Some say he did it to escape his father’s disappointment. Others said he must have slipped along the icy banks. I don’t know who to believe, and I’m not sure I have to believe anyone. It took them three days to find his frozen body, the ice groaning protests beneath the bow of the search boats as they scanned the floor with nets. It took his father two more days to hear the news and arrive to collect his belongings.

“Who found him missing?”

“I did, sir.”

“Has the cabin been thoroughly cleaned?”

“Emma washed the sheets and windows before you came, but we tried to leave
things as they were …. ”

“I’d like to see it now.”

Initially he refused to walk, complaining of asthma until I told him there was no other way there in this weather. There was no sound except the crunching of our boots and his heavy breathing. I let him walk in first, out of respect, and hesitated to follow, not wanting his presence to alter my feelings about the cabin. He scanned the room quickly, I assumed taking in the murals and notes, the final remnants of his only son. Finally he turned to me, a look of impassiveness and loathing streaking his features.

“Throw out his belongings and paint the walls. I’ll be expecting visitors in April, and they cannot see it like this.”
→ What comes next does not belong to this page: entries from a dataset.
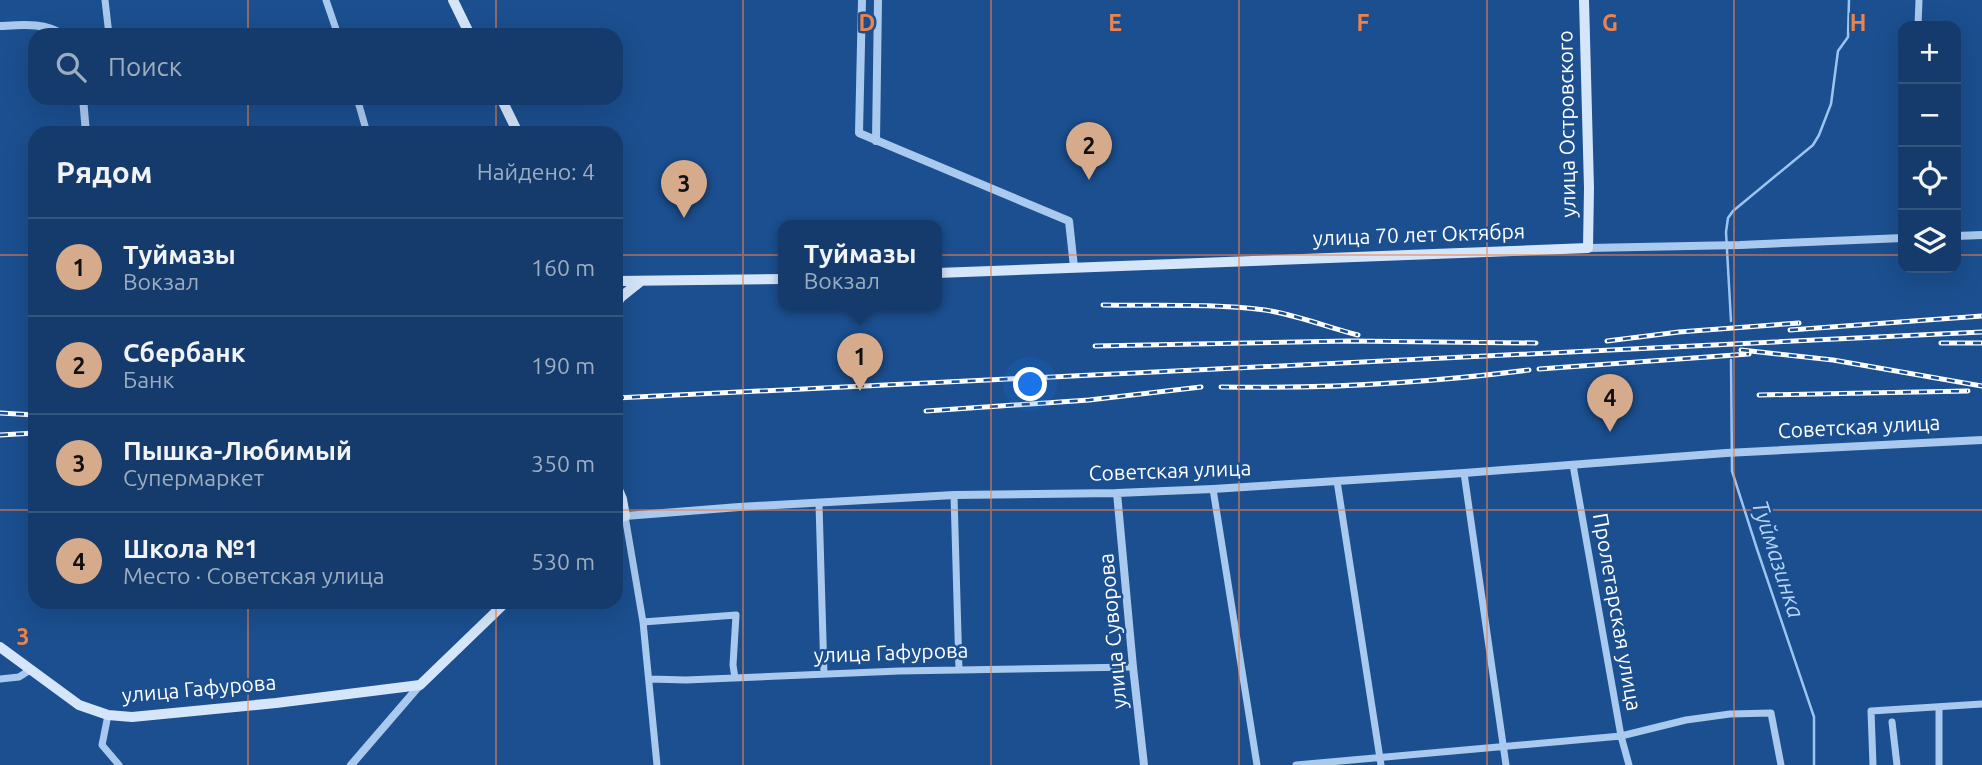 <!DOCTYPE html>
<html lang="ru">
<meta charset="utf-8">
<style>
:root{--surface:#143b6b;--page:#214673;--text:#f1f3f6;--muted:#9dadc1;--line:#33557e;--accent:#d6ab8b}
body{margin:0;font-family:Ubuntu,sans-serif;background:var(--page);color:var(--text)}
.controls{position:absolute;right:21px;top:21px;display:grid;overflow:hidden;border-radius:14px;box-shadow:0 7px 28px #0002}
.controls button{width:63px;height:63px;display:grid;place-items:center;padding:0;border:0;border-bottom:2px solid var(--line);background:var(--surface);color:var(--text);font:35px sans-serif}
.you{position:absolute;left:1031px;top:385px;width:24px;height:24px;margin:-18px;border:5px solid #fff;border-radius:50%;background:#1a73e8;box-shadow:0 0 0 10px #1a73e833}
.badge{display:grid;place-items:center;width:46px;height:46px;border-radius:50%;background:var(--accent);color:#111;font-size:23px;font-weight:700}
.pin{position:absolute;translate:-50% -58px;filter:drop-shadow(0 2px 4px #0008)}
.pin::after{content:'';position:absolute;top:37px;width:24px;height:21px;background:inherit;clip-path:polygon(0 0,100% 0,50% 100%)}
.popup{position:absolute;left:778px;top:220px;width:164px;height:91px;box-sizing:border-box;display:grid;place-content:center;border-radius:14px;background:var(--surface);filter:drop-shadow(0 2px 5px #0005);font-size:23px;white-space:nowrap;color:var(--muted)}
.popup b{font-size:26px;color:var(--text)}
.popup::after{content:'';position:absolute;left:50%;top:100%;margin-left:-14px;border:14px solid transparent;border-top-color:var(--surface)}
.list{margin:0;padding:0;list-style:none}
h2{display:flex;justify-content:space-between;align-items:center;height:91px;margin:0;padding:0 28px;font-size:30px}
h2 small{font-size:23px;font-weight:400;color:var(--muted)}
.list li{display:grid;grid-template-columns:46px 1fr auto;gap:21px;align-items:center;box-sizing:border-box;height:98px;padding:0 28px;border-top:2px solid var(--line)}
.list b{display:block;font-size:26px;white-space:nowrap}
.list p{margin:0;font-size:23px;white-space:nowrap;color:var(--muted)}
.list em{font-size:23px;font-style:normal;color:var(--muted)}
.icon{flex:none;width:38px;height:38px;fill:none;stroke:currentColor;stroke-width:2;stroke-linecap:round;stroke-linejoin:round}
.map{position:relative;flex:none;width:1982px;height:765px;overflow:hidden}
.search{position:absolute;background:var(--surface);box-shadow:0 7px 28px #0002;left:28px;top:28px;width:595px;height:77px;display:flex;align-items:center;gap:18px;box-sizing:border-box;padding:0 24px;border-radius:21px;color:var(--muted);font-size:26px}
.panel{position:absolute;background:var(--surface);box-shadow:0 7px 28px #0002;left:28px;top:126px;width:595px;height:483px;border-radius:21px}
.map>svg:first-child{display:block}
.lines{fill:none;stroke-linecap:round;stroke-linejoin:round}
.stream{stroke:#9cc4f0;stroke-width:2.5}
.minor{stroke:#a9c9ee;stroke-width:7}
.tertiary{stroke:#a9c9ee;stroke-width:8}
.secondary{stroke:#d6e6fa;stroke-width:10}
.rail-casing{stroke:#fff;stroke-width:5}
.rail{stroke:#1b4f8f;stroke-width:2.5;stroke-dasharray:8;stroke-linecap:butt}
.grid{fill:none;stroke:#ee8249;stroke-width:2;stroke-opacity:0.55}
.labels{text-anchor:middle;stroke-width:5;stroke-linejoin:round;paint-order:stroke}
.street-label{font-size:21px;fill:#fff;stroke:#1b4f8f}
.water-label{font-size:23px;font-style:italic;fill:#b5d3f5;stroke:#1b4f8f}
.grid-label{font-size:23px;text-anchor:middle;font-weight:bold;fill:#ee8249;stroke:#1b4f8f;stroke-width:5;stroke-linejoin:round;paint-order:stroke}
</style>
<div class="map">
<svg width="1982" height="765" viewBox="0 0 1982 765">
<rect width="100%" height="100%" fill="#1b4f8f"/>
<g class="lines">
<path class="stream" d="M1731 321 1726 232 1728 218 1733 211 1813 145 1819 135 1831 104 1838 51 1848 37 1849 0
M1731 360 1732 471 1757 549 1814 717V765"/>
<path class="minor" d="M105 0 109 35
M326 0 338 35
M1918 26 1919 0
M357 98 367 133
M1573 465 1621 736 1629 765
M1464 473 1506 765
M1337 481 1381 765
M1213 489 1257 765
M954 495 959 670
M819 504 824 674
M625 516 643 622 657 765
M643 622 736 615 733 665 735 678
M0 679 19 677 30 670
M650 679 686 680 899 671 1133 667
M1939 708V765
M108 715 102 745 119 765
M1892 722 1897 765
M1296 765 1621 736 1686 720 1730 714 1771 713 1781 765
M1873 765 1871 711 1982 704"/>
<path class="tertiary" d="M862 0 859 133 1069 221 1074 267
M0 26C21 25 45 22 63 35
M83 98 86 133
M876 141 878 0
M1956 236 1982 235
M1588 248 1740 245 1903 238
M1117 493 1133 667 1144 765
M625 516 739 507 954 495 1117 493 1213 489 1464 473 1726 453 1982 440
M351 765 420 685"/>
<path class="secondary" d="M453 0 470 35
M501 98 518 133
M937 273 1588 248 1589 188 1584 0
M616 281 783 279
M616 304 621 297 641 281
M616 485 622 499 625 516 616 519
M0 647 79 705 108 715 132 717 276 703 420 685 506 602"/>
<g class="rail-casing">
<path id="rail" d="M1103 305C1157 306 1212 303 1265 310 1297 315 1327 327 1358 335
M1790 330 1982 316
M1607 341 1679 332 1799 323
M1941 343H1982
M1095 346 1349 341 1536 343
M1741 350 1833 360 1982 386
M1539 369 1749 354
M1221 387C1325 389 1426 383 1529 370
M1759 395 1968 391
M616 398 1982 332
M926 411 1089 400 1201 387
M0 413 35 415
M0 435 35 433"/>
</g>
<use href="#rail" class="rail"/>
</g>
<path class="grid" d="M248 0V35M496 0V35M743 0V765M991 0V765M1239 0V765M1487 0V765M1734 0V765M248 98V133M496 98V133M0 255H35M616 255H1903M1956 255H1982M0 510H35M616 510H1982M248 602V765M496 602V765"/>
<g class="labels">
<g class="street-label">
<text transform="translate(1567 124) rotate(-91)" y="7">улица Островского</text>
<text transform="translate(1419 235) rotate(-2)" y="7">улица 70 лет Октября</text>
<text transform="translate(1859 427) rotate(-3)" y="7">Советская улица</text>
<text transform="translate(1170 471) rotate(-2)" y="7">Советская улица</text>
<text transform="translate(1617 612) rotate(80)" y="7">Пролетарская улица</text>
<text transform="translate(1113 631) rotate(-95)" y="7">улица Суворова</text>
<text transform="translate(891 653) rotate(-2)" y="7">улица Гафурова</text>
<text transform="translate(199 689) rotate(-5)" y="7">улица Гафурова</text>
</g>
<g class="water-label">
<text transform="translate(1778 559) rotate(72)" y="8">Туймазинка</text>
</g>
</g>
<g class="grid-label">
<text x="867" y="31">D</text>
<text x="1115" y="31">E</text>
<text x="1363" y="31">F</text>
<text x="1610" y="31">G</text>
<text x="1858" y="31">H</text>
<text x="23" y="645">3</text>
</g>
</svg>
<div class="controls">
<button>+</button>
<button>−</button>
<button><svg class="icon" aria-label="locate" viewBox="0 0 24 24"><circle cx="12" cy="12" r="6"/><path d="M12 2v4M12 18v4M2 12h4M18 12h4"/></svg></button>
<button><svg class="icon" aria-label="layers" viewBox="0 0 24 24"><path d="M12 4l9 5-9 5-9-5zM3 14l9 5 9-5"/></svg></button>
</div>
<div class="you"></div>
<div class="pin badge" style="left:860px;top:391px">1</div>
<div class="popup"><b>Туймазы</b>Вокзал</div>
<div class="pin badge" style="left:1089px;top:180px">2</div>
<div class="pin badge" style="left:684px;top:218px">3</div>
<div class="pin badge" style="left:1610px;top:432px">4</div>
<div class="search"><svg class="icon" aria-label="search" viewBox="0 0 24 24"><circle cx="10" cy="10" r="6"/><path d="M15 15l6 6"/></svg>Поиск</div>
<section class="panel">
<h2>Рядом<small>Найдено: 4</small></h2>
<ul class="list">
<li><span class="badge">1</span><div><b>Туймазы</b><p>Вокзал</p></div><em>160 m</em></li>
<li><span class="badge">2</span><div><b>Сбербанк</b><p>Банк</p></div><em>190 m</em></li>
<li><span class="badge">3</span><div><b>Пышка-Любимый</b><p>Супермаркет</p></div><em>350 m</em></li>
<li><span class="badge">4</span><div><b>Школа №1</b><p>Место · Советская улица</p></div><em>530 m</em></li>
</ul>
</section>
</div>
It took me three days to gather the courage to do as he asked. Emma came with me; opened the windows and door to rid it of the musty smell pervading and of any trace left of the musician. She stood next to me as she took in the paradise he had created within these walls, the beauty he had summoned to scare away the darkness. Squeezing my hand, she walked towards the bed and began emptying the drawers. I turned towards the first wall, dipped my brush into the white lacquer, and began to paint.